--- Given entries Enclosed Below ---
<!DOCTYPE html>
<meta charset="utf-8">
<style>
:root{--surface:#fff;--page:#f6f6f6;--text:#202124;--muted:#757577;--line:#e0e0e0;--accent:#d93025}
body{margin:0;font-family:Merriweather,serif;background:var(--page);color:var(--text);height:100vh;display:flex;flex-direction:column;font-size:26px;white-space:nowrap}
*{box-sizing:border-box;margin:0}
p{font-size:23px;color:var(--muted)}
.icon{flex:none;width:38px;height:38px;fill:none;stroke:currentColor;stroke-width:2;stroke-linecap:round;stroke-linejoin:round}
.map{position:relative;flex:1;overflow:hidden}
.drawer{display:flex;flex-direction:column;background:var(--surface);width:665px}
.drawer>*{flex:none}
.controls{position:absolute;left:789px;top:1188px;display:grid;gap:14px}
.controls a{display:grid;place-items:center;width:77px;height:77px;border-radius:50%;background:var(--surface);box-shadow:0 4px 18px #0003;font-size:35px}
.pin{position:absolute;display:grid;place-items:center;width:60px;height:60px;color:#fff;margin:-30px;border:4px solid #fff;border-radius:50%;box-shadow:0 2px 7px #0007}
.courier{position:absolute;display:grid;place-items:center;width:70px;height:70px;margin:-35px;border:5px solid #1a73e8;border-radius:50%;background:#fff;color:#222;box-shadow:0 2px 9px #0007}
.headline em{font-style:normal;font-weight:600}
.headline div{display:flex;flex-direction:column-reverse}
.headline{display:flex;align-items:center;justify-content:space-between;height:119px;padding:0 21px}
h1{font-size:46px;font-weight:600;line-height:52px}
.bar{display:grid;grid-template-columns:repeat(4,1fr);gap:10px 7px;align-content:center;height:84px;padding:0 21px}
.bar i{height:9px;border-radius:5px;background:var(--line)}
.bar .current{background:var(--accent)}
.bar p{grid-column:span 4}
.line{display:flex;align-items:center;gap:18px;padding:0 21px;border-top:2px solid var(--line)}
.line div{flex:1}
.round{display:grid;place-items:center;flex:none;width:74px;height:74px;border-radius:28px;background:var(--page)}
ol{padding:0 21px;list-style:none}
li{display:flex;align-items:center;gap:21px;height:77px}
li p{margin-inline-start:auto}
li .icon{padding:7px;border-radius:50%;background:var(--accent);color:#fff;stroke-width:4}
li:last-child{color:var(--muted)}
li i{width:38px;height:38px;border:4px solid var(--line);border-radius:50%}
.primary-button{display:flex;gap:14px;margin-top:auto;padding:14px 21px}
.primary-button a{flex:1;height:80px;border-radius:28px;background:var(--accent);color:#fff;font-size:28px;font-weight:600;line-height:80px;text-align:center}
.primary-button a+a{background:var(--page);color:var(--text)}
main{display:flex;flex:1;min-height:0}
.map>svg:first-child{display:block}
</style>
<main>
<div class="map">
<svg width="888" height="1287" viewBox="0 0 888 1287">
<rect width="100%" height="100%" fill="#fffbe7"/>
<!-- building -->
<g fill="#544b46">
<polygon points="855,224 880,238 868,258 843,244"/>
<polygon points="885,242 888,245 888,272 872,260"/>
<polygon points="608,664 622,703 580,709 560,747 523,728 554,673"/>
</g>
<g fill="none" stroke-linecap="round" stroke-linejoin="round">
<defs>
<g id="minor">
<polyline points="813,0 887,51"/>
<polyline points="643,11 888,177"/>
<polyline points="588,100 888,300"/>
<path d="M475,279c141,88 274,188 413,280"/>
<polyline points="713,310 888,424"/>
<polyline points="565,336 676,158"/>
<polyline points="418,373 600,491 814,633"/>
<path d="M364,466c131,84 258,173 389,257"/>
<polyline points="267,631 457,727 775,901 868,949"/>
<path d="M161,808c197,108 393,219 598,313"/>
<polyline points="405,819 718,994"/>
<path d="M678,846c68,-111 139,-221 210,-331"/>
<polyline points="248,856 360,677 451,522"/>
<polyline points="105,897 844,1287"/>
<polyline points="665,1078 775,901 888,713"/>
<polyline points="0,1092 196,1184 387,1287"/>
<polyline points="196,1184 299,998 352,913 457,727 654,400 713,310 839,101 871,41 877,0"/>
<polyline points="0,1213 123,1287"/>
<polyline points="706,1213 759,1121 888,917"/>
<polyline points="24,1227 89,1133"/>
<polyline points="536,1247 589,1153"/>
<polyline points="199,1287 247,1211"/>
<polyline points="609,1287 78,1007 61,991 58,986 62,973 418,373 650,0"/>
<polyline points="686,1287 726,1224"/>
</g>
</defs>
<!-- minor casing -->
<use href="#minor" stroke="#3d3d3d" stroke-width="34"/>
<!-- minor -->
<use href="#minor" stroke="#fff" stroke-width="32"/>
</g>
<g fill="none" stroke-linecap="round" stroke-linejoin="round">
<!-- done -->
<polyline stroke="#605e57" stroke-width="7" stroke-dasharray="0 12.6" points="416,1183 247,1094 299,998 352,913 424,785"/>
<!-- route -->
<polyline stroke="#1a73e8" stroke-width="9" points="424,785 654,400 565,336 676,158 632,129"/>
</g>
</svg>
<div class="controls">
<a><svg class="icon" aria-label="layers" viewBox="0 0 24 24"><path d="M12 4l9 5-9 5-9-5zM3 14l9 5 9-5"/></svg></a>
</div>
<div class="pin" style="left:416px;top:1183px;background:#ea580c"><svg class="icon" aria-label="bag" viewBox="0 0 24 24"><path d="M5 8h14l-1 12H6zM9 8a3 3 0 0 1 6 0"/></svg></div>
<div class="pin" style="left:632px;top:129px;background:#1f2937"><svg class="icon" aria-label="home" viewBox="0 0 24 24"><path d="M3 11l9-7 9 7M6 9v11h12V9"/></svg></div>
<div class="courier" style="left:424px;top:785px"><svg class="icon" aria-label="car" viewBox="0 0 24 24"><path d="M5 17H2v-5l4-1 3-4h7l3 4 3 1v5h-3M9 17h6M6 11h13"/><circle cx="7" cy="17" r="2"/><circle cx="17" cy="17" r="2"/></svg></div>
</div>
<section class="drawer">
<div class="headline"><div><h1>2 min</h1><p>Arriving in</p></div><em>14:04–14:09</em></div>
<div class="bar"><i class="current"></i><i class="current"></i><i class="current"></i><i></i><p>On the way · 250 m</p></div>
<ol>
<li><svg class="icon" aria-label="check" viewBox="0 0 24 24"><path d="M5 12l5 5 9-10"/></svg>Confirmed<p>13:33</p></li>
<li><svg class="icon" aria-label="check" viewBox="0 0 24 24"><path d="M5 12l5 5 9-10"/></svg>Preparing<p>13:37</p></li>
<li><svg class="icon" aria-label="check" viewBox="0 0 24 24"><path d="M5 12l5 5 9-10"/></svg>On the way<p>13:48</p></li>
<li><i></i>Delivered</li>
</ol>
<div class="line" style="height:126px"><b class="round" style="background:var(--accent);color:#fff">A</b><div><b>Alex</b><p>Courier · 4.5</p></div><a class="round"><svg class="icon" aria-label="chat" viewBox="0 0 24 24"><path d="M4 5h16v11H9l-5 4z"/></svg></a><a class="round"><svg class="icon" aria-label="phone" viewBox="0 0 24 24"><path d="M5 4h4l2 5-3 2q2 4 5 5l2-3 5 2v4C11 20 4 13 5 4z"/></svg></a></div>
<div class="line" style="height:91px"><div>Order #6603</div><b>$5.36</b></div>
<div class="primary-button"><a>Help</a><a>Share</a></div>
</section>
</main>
--- End of Enclosed Given entries ---
## Problem
Retrieve each line of the data in which the word "controls" can be found.

## Response
.controls{position:absolute;left:789px;top:1188px;display:grid;gap:14px}
.controls a{display:grid;place-items:center;width:77px;height:77px;border-radius:50%;background:var(--surface);box-shadow:0 4px 18px #0003;font-size:35px}
<div class="controls">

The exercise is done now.